▶ Exercise prompt
Copy all lines of the listing that include the string "bottom".

▶ Extracted material
⟨
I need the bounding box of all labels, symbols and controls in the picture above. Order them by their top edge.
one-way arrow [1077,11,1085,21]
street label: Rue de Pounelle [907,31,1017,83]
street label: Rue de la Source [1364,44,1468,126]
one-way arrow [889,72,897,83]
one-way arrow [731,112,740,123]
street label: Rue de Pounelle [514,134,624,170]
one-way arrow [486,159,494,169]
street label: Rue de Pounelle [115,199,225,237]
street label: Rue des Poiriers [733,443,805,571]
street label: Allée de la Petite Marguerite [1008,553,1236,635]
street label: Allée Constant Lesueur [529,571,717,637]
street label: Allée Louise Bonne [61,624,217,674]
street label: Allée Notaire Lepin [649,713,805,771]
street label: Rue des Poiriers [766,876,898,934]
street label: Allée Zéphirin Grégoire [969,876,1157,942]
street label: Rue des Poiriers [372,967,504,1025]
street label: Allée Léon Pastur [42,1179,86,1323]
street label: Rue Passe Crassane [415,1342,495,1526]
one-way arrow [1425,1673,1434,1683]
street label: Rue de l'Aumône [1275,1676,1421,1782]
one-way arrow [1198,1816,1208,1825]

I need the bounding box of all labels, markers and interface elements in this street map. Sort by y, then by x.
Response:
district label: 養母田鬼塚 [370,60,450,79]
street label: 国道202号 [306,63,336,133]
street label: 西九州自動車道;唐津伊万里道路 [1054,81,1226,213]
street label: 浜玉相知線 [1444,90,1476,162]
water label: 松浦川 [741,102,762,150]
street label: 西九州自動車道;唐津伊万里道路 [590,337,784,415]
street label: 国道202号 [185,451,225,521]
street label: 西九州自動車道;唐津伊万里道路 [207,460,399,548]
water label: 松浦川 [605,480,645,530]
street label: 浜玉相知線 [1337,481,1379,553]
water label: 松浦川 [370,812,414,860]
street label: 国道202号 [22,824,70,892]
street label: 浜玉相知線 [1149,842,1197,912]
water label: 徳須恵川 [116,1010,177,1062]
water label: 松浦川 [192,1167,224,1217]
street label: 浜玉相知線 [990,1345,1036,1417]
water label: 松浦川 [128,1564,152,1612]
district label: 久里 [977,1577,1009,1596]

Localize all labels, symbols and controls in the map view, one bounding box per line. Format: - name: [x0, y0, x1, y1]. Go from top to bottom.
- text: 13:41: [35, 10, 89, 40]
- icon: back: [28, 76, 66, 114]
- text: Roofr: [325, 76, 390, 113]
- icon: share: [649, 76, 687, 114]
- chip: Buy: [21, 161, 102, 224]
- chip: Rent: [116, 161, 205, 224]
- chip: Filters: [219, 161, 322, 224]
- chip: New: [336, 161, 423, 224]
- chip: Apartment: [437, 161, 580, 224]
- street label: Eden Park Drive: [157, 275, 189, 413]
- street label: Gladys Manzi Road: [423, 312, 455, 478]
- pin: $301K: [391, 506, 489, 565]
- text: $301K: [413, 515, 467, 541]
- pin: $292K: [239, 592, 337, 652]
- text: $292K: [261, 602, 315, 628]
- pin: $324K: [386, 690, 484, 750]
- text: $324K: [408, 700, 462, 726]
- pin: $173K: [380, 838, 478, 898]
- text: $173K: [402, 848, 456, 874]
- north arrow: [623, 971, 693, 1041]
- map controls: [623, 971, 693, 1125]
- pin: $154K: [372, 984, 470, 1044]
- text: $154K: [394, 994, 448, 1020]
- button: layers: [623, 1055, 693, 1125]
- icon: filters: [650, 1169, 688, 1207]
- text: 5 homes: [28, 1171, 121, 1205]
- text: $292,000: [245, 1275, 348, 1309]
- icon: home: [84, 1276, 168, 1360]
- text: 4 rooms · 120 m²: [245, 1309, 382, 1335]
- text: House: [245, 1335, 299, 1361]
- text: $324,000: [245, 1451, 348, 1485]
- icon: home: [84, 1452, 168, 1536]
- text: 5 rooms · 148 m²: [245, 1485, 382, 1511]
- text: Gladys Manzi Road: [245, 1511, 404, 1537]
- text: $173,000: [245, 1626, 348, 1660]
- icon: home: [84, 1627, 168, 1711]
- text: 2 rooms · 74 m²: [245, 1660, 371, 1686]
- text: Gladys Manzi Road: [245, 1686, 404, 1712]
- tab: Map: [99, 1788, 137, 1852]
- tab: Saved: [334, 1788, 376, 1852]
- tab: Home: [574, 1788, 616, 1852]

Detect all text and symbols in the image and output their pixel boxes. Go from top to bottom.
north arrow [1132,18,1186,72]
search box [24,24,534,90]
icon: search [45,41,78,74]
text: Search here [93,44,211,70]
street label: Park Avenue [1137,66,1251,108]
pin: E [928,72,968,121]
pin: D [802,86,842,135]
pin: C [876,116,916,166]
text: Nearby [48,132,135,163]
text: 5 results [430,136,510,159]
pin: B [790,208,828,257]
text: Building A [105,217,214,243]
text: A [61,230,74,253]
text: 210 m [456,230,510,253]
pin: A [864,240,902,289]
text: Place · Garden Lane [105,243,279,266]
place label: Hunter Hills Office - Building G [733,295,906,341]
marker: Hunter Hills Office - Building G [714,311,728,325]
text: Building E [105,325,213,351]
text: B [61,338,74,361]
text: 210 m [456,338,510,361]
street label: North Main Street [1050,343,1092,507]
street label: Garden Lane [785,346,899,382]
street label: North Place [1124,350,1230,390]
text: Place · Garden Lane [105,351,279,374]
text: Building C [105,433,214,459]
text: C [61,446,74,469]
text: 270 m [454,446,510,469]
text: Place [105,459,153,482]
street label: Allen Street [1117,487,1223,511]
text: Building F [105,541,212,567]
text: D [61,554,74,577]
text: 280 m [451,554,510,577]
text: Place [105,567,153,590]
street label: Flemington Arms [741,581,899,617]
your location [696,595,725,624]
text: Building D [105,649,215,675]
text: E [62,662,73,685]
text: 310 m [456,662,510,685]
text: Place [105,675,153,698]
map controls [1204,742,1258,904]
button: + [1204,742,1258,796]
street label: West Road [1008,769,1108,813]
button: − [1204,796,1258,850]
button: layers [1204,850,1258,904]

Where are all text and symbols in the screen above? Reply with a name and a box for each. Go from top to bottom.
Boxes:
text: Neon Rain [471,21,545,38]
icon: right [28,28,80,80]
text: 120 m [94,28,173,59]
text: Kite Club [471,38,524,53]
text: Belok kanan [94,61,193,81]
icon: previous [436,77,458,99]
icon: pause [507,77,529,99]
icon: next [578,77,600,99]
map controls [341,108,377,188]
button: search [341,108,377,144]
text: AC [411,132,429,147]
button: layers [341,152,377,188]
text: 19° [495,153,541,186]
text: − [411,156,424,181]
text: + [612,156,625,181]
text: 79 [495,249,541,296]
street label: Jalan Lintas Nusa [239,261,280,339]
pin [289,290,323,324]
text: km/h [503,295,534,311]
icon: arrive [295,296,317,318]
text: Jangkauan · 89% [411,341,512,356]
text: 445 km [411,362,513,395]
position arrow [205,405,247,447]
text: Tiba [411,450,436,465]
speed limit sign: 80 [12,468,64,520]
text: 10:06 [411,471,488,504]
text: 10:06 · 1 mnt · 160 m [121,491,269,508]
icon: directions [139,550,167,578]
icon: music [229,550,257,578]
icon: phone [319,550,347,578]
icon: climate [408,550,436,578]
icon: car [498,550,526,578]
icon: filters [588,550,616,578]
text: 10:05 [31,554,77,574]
⟩
▶ Result of this task
Localize all labels, symbols and controls in the map view, one bounding box per line. Format: - name: [x0, y0, x1, y1]. Go from top to bottom.
Detect all text and symbols in the image and output their pixel boxes. Go from top to bottom.
Where are all text and symbols in the screen above? Reply with a name and a box for each. Go from top to bottom.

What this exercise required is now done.